N’oublions pas Louis Sébastien Mercier

Carte du monde, années 1780, exposition Ô merde !, Québec, 19 février 2023

L’Oreille tendue le racontait hier : elle revient de voir trois expositions au Musée de la civilisation, dont Ô merde !

Pourquoi cette exposition ? Parce que le caca est un excellent révélateur «pour en apprendre sur la culture, le rapport aux autres et l’environnement».

La variété des formes de l’excrétion est à l’honneur à Québec : à l’intérieur comme à l’extérieur, sur terre et dans l’espace; textures, couleurs, odeurs; cachée ou publique; discours religieux, scientifiques et médicaux qui l’encadrent; rythme et composition chimique du pet. Autrement dit, tout ce que vous avez toujours voulu savoir sur l’étron sans jamais oser le demander.
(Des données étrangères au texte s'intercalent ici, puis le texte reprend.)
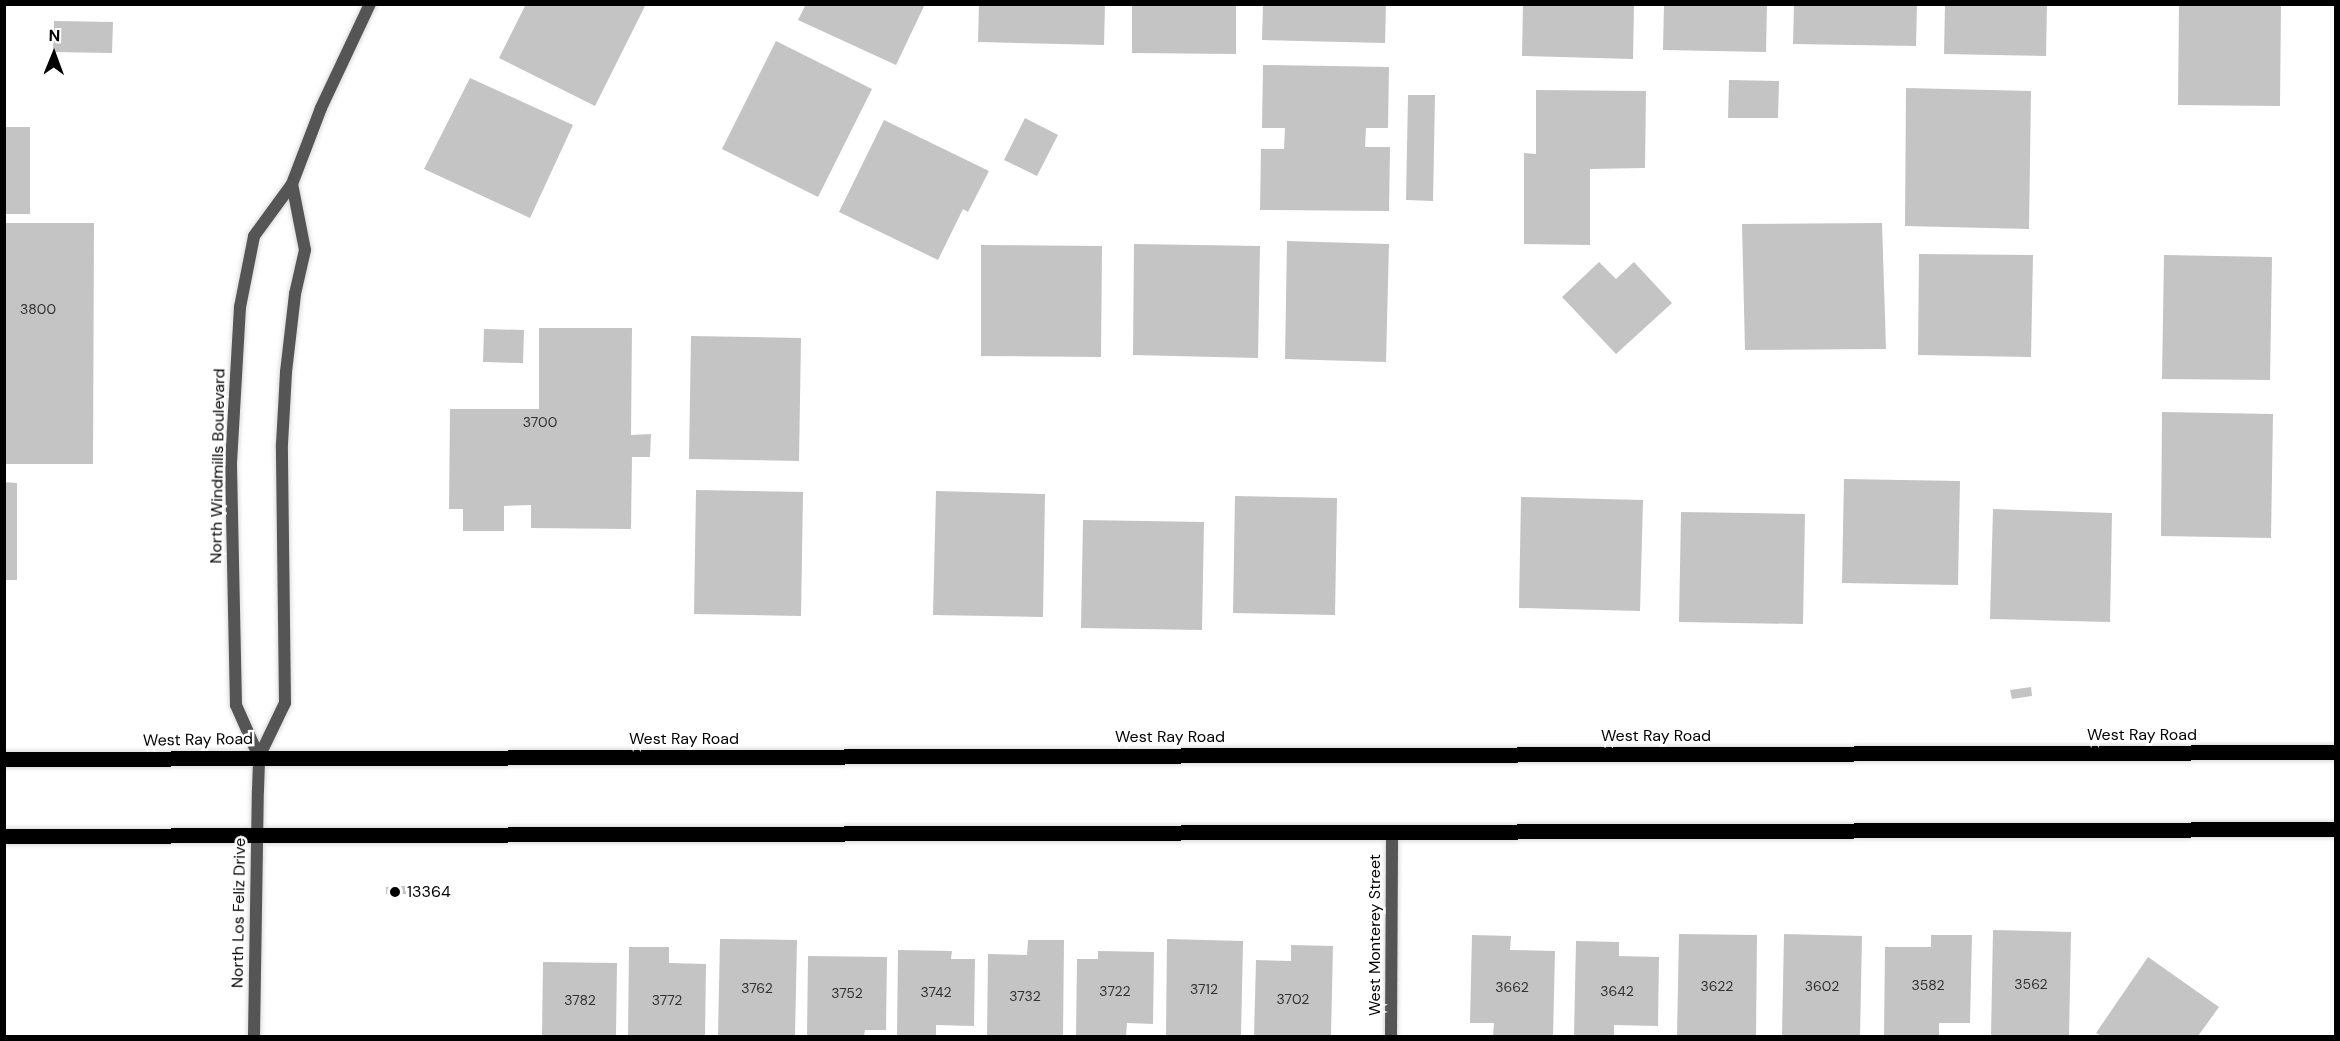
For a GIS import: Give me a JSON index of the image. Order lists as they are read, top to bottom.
{
  "streets": {
    "main road": ["West Ray Road"],
    "street": ["North Windmills Boulevard", "North Los Feliz Drive", "West Monterey Street"]
  },
  "crossings": [
    ["North Windmills Boulevard", "West Ray Road"],
    ["North Windmills Boulevard", "North Los Feliz Drive"]
  ],
  "places": ["13364"],
  "house_numbers": [
    "3800",
    "3700",
    "3562",
    "3582",
    "3622",
    "3602",
    "3662",
    "3762",
    "3712",
    "3722",
    "3642",
    "3742",
    "3752",
    "3732",
    "3702",
    "3782",
    "3772"
  ],
  "north": "top"
}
Dix-huitiémiste de son état, l’Oreille a traqué les manifestations du siècle des Lumières dans l’exposition. Deux livres de l’époque sont présentés : De la digestion, et des maladies de l’estomac (1730, édition revue et augmentée), de Philippe Hecquet; Traité de la dyssenterie (1712), d’Antoine Maubec. Sont aussi évoqués deux innovateurs britanniques en matière de chasse d’eau : Alexander Cumings et Joseph Bramah.

L’Oreille a fort apprécié Ô merde!, mais elle y déplore une absence : celle du Tableau de Paris (1781-1788) de Louis Sébastien Mercier, dans lequel plusieurs textes sont consacrés à la gestion des matières résiduelles.

Extrait du chapitre DCCCLXIV, «Latrines», tome onzième, 1788 :

Que ceux qui ont soin de leur santé, ne jettent jamais leurs excréments chauds dans ces trous qu’on appelle latrines, et qu’ils n’aillent point offrir leur anus entrouvert à ces courants d’air pestilentiels; mieux vaudrait y mettre la bouche, car l’acide de l’estomac les corrigerait. Plusieurs maladies prennent leur origine sur ces sièges dangereux, d’où s’exhalent des miasmes putrides qu’on fait entrer dans son corps. Les enfants ont horreur de ces trous infectés; ils croient que c’est là la route de l’enfer : telle était mon opinion dans mon enfance. Heureux les paysans ! ils ne se vident qu’au soleil; ils sont frais et gaillards (éd. de 1994, tome 2, p. 1071-1072).

Méditons ces sages paroles.

 

Référence

Mercier, Louis Sébastien, Tableau de Paris, Paris, Mercure de France, coll. «Librairie du Bicentenaire de la Révolution française», 1994, 2 vol. : 8/ccii/1908 et 2063 p. Édition établie sous la direction de Jean-Claude Bonnet. Édition originale : 1781-1788.